§ **Exercise objective**: The line containing "2px #6e6b5f) drop-shadow(0" marks the end; copy exactly all lines from the start of the material up to and including it.
::::
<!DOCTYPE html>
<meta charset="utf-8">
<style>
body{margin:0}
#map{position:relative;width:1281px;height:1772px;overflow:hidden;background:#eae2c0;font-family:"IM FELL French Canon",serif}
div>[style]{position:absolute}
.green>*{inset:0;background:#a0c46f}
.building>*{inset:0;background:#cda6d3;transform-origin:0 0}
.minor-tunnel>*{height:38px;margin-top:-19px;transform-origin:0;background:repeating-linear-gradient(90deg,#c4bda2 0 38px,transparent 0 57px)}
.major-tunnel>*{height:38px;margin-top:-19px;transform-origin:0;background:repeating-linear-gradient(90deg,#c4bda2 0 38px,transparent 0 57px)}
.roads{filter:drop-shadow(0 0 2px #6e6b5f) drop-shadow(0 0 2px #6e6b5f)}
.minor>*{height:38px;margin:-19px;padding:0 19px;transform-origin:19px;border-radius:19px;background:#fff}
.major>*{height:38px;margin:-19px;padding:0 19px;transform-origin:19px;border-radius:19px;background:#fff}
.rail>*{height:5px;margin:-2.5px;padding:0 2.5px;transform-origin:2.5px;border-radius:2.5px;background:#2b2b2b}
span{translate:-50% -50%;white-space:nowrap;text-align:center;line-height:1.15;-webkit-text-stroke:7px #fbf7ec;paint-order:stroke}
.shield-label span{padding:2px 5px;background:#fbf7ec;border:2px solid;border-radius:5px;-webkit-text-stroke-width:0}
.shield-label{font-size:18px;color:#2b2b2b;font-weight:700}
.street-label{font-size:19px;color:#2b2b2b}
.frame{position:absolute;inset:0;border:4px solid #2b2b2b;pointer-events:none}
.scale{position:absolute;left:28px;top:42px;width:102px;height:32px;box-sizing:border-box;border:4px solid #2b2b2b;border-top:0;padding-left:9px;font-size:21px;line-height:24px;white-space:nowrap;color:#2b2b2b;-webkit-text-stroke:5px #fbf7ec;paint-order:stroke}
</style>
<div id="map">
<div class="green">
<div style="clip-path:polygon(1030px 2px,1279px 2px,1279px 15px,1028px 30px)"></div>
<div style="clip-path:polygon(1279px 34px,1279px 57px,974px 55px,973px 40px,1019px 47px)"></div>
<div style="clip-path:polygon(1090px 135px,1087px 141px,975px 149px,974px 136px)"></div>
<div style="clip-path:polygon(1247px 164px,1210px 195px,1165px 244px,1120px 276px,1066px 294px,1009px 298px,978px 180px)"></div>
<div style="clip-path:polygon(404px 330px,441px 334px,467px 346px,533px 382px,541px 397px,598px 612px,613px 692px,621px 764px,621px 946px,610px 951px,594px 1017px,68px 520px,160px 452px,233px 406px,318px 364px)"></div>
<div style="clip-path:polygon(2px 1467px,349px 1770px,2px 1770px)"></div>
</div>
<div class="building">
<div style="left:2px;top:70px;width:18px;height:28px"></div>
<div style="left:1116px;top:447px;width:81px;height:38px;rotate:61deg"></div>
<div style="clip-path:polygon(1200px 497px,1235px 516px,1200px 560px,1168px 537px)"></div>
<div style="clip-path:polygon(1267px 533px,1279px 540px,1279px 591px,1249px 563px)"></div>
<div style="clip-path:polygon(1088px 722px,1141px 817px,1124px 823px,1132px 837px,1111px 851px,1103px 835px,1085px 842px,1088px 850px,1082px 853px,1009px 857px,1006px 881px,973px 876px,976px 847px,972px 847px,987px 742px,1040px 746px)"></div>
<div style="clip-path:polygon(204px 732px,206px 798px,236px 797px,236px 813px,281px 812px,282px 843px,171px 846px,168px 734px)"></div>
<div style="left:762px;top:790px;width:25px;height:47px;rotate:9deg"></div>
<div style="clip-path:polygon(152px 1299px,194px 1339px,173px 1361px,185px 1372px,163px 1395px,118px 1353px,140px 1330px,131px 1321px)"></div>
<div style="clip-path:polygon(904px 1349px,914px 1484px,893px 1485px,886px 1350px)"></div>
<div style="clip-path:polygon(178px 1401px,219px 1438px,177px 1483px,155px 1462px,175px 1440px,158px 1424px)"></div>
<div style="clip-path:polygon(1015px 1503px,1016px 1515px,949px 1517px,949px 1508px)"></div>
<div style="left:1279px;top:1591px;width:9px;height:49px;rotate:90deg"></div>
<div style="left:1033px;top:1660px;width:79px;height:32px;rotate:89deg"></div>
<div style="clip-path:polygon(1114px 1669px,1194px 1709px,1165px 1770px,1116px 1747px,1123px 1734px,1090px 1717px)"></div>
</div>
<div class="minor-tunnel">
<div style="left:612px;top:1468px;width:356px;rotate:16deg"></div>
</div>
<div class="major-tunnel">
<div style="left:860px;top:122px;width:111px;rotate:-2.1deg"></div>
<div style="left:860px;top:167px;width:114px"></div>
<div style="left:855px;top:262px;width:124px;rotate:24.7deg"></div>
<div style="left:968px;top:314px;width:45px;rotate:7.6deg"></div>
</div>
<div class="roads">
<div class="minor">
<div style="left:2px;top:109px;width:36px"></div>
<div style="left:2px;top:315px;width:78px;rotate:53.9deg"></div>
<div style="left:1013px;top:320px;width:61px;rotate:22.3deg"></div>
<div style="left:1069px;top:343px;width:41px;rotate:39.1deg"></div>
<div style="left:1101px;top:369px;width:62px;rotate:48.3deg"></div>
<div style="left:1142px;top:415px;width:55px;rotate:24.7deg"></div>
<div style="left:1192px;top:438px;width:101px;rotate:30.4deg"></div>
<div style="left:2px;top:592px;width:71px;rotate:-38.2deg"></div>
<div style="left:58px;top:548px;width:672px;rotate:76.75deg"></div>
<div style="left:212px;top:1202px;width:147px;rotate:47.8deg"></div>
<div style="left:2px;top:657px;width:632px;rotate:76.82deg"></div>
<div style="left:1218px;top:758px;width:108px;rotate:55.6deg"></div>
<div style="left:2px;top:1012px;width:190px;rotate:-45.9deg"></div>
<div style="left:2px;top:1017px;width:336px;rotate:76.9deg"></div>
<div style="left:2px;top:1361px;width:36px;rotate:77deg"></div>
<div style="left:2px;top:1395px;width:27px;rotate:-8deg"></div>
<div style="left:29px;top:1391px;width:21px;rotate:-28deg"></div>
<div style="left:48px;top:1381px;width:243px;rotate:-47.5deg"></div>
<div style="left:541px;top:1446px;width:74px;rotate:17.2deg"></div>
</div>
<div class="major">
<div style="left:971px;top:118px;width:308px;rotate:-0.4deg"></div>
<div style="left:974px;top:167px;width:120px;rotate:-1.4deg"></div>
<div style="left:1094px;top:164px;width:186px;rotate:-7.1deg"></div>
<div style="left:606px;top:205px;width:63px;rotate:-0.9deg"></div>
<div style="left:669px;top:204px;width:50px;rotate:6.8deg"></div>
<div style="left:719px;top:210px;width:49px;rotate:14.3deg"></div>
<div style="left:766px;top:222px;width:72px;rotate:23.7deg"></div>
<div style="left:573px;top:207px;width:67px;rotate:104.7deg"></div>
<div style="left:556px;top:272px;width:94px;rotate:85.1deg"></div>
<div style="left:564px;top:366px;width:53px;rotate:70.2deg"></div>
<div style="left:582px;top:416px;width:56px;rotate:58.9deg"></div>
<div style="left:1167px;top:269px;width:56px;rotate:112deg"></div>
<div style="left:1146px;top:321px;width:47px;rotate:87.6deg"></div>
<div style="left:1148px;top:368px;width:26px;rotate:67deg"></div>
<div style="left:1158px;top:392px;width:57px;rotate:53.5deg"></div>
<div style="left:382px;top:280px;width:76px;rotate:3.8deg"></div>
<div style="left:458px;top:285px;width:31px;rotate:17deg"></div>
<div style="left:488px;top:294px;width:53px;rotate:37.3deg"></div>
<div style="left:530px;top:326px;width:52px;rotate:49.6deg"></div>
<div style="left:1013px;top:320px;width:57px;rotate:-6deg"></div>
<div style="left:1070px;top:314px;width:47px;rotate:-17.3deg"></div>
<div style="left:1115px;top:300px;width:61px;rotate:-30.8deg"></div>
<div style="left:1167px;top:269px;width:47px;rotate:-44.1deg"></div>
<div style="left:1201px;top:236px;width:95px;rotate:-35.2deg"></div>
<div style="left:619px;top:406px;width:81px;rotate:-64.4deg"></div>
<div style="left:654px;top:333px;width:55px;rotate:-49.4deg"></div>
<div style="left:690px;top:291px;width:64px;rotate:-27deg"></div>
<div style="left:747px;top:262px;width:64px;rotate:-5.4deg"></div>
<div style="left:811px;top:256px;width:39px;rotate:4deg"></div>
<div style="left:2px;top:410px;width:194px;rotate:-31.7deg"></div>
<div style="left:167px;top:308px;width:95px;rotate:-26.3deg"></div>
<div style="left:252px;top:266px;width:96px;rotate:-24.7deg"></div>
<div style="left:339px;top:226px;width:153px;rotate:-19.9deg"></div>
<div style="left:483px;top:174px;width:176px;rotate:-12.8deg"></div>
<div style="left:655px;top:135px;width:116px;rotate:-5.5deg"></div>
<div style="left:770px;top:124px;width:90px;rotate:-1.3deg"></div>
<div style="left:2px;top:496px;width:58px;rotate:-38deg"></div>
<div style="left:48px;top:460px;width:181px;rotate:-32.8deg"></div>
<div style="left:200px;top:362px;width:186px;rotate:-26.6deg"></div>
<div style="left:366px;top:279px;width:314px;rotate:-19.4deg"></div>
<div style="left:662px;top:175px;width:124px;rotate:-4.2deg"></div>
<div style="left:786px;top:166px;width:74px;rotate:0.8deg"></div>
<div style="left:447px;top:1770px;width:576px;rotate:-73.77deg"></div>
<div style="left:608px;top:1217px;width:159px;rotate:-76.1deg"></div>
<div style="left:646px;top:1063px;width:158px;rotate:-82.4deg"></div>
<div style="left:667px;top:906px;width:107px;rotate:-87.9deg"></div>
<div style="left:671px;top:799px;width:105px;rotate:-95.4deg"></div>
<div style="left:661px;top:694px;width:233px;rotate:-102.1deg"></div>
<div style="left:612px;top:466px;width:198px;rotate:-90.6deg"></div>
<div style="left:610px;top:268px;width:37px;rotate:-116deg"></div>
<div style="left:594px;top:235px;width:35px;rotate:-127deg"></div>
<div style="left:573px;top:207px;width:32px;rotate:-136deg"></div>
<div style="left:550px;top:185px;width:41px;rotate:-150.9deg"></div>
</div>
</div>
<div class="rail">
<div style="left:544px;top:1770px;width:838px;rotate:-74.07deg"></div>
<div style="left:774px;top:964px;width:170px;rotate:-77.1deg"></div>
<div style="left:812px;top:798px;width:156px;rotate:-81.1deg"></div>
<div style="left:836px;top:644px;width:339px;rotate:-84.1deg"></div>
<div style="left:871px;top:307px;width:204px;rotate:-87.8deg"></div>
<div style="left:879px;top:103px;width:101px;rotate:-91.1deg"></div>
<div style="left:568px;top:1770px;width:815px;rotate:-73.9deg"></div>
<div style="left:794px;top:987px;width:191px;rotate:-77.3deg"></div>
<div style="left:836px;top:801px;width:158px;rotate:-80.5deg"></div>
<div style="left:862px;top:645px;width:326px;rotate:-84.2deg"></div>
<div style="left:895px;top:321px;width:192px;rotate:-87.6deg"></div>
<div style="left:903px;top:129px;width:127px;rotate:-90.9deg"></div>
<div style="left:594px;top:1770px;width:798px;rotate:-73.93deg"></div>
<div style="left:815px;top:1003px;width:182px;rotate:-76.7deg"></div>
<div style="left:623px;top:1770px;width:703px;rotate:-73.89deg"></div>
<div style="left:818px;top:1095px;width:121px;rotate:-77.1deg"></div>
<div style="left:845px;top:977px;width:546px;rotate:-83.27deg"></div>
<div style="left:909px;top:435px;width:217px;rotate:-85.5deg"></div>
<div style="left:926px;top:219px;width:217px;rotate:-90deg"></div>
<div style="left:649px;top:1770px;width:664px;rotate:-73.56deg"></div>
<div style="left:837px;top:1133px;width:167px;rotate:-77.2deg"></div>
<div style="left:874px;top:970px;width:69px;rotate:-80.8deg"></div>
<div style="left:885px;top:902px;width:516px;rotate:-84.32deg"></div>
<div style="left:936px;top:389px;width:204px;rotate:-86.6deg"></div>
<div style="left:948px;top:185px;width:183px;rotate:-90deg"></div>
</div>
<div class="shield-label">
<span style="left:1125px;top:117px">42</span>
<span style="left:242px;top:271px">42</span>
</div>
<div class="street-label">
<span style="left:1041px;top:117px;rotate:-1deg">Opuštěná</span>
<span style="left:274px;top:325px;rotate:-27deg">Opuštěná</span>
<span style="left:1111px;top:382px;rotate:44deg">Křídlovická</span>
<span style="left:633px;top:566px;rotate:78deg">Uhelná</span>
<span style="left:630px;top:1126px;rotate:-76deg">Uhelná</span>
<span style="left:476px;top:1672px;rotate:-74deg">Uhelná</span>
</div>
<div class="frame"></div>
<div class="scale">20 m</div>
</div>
::::
§ **Your solution**:
<!DOCTYPE html>
<meta charset="utf-8">
<style>
body{margin:0}
#map{position:relative;width:1281px;height:1772px;overflow:hidden;background:#eae2c0;font-family:"IM FELL French Canon",serif}
div>[style]{position:absolute}
.green>*{inset:0;background:#a0c46f}
.building>*{inset:0;background:#cda6d3;transform-origin:0 0}
.minor-tunnel>*{height:38px;margin-top:-19px;transform-origin:0;background:repeating-linear-gradient(90deg,#c4bda2 0 38px,transparent 0 57px)}
.major-tunnel>*{height:38px;margin-top:-19px;transform-origin:0;background:repeating-linear-gradient(90deg,#c4bda2 0 38px,transparent 0 57px)}
.roads{filter:drop-shadow(0 0 2px #6e6b5f) drop-shadow(0 0 2px #6e6b5f)}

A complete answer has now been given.